The recognized genes regulate the mechanisms of ions, or charged particles, to pass into or leave from nerve cells, or neurons, in the brain. This deficiency affects the neuron’s ability to transport information throughout the brain. Roach explained perhaps some of the gene variants increase the strength with which the neurons act, while others decrease it. Although this is a major find, further research will be needed to unearth more information about these gene variants and what role they play in brain changes that contribute to bipolar disorder.
As previously stated, one of the main characteristics of bipolar disorder is mania. When someone experiences a manic episode, they might feel abnormally energetic and elated for no apparent reason, an energy that is hitherto anything they have ever experienced. Some people say it is a feeling that no drug can reproduce. Moreover, they may find sleep is unnecessary – going days without it. They have bright, vivid and beautiful ideas – ideas that could one day change the world, the mind is racing, boundary-less, from thought to thought, without an end in sight. Occasionally, people report of having delusional thoughts, like they possess super powers, or are on a special mission from forces that cannot be seen from the outside.
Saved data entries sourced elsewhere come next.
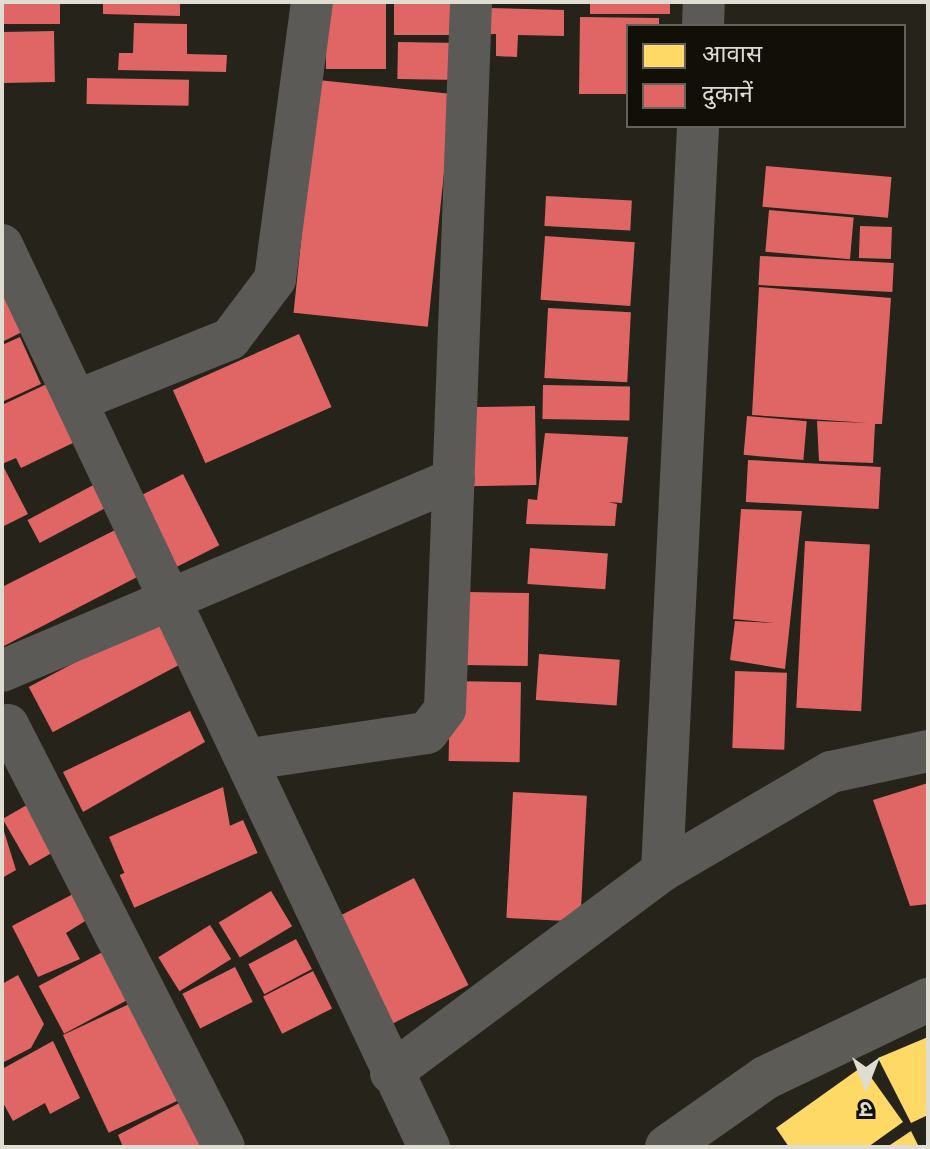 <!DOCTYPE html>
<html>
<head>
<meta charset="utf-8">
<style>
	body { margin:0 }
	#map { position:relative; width:930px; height:1149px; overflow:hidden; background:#26231a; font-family:"Crimson Pro","Noto Sans Devanagari",serif }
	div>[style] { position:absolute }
	.homes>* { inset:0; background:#ffd966 }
	.shops>* { inset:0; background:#e06666; transform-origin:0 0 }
	.minor>* { height:42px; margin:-21px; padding:0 21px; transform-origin:21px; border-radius:21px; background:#5c5a56 }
	.major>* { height:44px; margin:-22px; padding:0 22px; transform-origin:22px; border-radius:22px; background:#5d5b56 }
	span { translate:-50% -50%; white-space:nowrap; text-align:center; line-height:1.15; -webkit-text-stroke:8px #110f08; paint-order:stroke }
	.frame { position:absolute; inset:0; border:4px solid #dfddd2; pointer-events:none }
	.legend { position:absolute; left:626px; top:24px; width:280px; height:104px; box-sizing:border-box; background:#110f08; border:2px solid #636159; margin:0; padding:10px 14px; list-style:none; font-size:24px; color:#dfddd2 }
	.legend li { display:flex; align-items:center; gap:16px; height:40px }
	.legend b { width:40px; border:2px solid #636159 }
	.north { position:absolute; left:826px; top:1045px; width:80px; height:80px; -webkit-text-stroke:6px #110f08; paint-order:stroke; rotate:180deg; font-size:22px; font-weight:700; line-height:32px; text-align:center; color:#dfddd2 }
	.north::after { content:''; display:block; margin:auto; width:28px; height:36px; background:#dfddd2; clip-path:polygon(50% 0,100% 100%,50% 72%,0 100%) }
</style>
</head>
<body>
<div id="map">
	<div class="homes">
		<i style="clip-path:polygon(928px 1037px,928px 1115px,911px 1123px,878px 1058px)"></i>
		<i style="clip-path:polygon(863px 1066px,903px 1122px,868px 1147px,789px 1147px,776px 1128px)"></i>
		<i style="clip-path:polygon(911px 1131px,919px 1147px,887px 1147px)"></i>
	</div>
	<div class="shops">
		<i style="left:2px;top:2px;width:58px;height:22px"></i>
		<i style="clip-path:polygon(103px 2px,180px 2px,180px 16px,103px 14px)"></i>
		<i style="left:326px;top:2px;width:60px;height:67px"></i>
		<i style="left:394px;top:2px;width:70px;height:33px"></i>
		<i style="left:590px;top:2px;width:80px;height:12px"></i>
		<i style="clip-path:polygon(487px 8px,564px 10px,564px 36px,518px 35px,517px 57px,496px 56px,496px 34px,487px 34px)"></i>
		<i style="clip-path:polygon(580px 17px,659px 18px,659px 26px,628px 26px,628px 94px,579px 94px)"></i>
		<i style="clip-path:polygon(134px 23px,187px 24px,187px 54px,227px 55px,226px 72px,118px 70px,119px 53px,133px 53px)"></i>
		<i style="left:54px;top:31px;width:51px;height:52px;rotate:89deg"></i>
		<i style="left:398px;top:42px;width:63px;height:37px;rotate:1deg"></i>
		<i style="left:87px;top:78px;width:102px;height:26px;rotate:1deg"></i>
		<i style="left:318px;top:80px;width:135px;height:234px;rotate:6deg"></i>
		<i style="left:766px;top:166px;width:126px;height:41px;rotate:5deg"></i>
		<i style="left:546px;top:196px;width:86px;height:30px;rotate:3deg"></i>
		<i style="left:769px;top:210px;width:85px;height:42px;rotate:5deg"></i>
		<i style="left:860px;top:226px;width:32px;height:32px;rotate:2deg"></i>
		<i style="left:545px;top:236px;width:90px;height:64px;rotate:4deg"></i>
		<i style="left:760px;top:256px;width:134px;height:29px;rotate:3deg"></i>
		<i style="clip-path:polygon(2px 286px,22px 332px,2px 342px)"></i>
		<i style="clip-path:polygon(759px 287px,891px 298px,882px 424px,875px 424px,873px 463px,819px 461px,817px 421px,868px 423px,752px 415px)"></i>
		<i style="left:548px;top:308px;width:83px;height:70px;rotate:3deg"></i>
		<i style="left:299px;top:334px;width:80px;height:138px;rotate:66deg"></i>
		<i style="clip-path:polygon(20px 337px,41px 384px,2px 402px,2px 345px)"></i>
		<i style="clip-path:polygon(51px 382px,79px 440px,21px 468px,16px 458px,2px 464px,28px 514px,2px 527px,2px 405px)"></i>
		<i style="left:543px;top:385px;width:87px;height:34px;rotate:1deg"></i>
		<i style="left:535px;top:406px;width:79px;height:70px;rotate:89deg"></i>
		<i style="left:747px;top:416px;width:60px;height:39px;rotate:5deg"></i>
		<i style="clip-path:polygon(545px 433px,628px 437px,622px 503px,608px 502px,617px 504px,615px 526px,526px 524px,528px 499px,537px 500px)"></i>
		<i style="left:748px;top:460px;width:133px;height:42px;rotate:3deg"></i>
		<i style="left:183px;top:474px;width:80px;height:54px;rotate:63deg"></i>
		<i style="left:99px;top:482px;width:26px;height:81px;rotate:62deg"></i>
		<i style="clip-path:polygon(741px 509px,802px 511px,785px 669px,730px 660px,735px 621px,774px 623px,733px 619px)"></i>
		<i style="clip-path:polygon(123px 526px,143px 574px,2px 647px,2px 587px)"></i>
		<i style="left:805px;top:541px;width:65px;height:167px;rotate:3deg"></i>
		<i style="left:530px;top:548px;width:78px;height:36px;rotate:4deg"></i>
		<i style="left:466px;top:592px;width:63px;height:73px;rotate:1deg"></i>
		<i style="left:170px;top:612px;width:51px;height:160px;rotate:62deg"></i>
		<i style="left:539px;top:654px;width:81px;height:46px;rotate:4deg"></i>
		<i style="left:735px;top:671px;width:52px;height:77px;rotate:2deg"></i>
		<i style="left:450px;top:681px;width:71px;height:80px;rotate:1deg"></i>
		<i style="clip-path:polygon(190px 711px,205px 742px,83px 812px,63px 772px)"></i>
		<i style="clip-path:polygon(928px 783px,928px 904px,910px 906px,873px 800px)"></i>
		<i style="clip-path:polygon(223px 787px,230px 826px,127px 879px,109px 837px)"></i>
		<i style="left:513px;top:792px;width:74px;height:126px;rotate:3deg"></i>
		<i style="left:32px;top:802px;width:54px;height:34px;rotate:60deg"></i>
		<i style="left:243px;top:820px;width:36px;height:135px;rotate:66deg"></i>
		<i style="clip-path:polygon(2px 825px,16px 870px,2px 878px)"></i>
		<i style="left:414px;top:878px;width:120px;height:86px;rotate:63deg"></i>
		<i style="left:271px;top:891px;width:41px;height:61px;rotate:59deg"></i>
		<i style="clip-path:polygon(75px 893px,90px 918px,66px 933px,80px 959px,38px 977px,12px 926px)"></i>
		<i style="left:210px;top:925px;width:40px;height:61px;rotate:58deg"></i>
		<i style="left:296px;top:939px;width:34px;height:54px;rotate:62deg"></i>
		<i style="left:112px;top:947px;width:54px;height:83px;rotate:62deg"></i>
		<i style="left:235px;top:967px;width:39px;height:59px;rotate:63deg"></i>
		<i style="left:313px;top:971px;width:42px;height:56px;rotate:63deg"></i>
		<i style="clip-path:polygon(18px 975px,44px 1024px,31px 1048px,2px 1063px,2px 984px)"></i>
		<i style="left:140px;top:999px;width:108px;height:85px;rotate:65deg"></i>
		<i style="clip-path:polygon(53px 1041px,80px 1098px,50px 1114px,45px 1103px,13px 1121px,2px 1101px,2px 1069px)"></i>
		<i style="clip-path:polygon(187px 1099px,209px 1142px,199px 1147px,123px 1147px,118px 1135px)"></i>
	</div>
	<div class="minor">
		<i style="left:703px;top:26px;width:24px;rotate:-88deg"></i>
		<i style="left:2px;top:245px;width:998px;rotate:64.67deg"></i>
		<i style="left:76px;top:401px;width:166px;rotate:-21.9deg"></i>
		<i style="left:230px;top:339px;width:75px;rotate:-53.1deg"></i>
		<i style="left:275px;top:279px;width:279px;rotate:-82.4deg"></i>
		<i style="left:2px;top:671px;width:491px;rotate:-23deg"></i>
		<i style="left:8px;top:725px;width:474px;rotate:62.9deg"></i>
		<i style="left:250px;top:759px;width:179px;rotate:-8.4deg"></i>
		<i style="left:427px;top:733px;width:30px;rotate:-53deg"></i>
		<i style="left:445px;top:709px;width:707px;rotate:-87.89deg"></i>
		<i style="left:662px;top:871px;width:746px;rotate:-87.23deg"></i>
		<i style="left:391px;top:1073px;width:338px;rotate:-36.7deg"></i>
		<i style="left:662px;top:871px;width:196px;rotate:-30.4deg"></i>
		<i style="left:831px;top:772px;width:99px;rotate:-12.2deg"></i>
	</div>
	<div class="major">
		<i style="left:667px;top:1147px;width:120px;rotate:-35.1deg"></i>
		<i style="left:765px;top:1078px;width:181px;rotate:-25.6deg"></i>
	</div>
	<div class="frame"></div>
	<ul class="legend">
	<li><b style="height:22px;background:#ffd966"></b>आवास</li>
	<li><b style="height:22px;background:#e06666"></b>दुकानें</li>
	</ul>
	<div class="north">उ</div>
</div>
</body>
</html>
This may sound like fun, some people say they enjoy most parts of the mania. However, mania has its downsides. Mania can affect one’s ability to make good, conscious decisions, which can leave one vulnerable. Doctors state those with bipolar disorder are more susceptible to drug and alcohol abuse and doing things without regards for the consequences, or going on spending binges for things one cannot afford. As well, people who are experiencing a manic episode may become uncharacteristically irritable and aggressive towards others, especially friends and family.
The flip side of the bipolar coin is depression, leaving someone in a morose, despairing mood for long periods of time. Depression can affect one’s energy levels, some people may not have the strength to even get out of bed in the morning, affecting someone both physically and psychologically. It makes one disinterested in things that previously gave them joy and happiness. It can make someone feel as if the days are one endless depth of darkness, into which one falls, aimlessly. In extreme cases, bipolar disorder can the arbiter of suicidal thoughts and actions.
People who suffer from bipolar disorder may also experience psychosis, meaning seeing and hearing things that are not there. These paranoia-driven delusions can make someone lose touch of reality and make them create their own world they internally control.
Though the causes of this disease are not fully understood yet, they can be attributed to a combination of genetic and environmental factors. Posttraumatic Stress Disorder (PTSD) is also said to either cause or further the onset of the disease. Though, people who have had relatively happy or uneventful live still develop bipolar disorder. Doctors also say it can be a chemical imbalance in the brain. Researchers from the study state if someone in the immediate family suffers from bipolar disorder, they are five to ten times more likely to develop it as well.
While researchers are still far from discovering the cause of bipolar disorder, they stated their study has potential to find one of the root causes. Neuroplasticity, the way in which the brain molds and shapes through learning and new experiences can become altered by traumatic events in someone’s life, can cause neurons to become defected, thus leading to the changes in mechanisms of ions entering and leaving different parts of the brain, Roach said. Even though this study is still in its infancy, it has the ability to shed light on the cause of bipolar disorder’s debilitating nature and how it can be solved.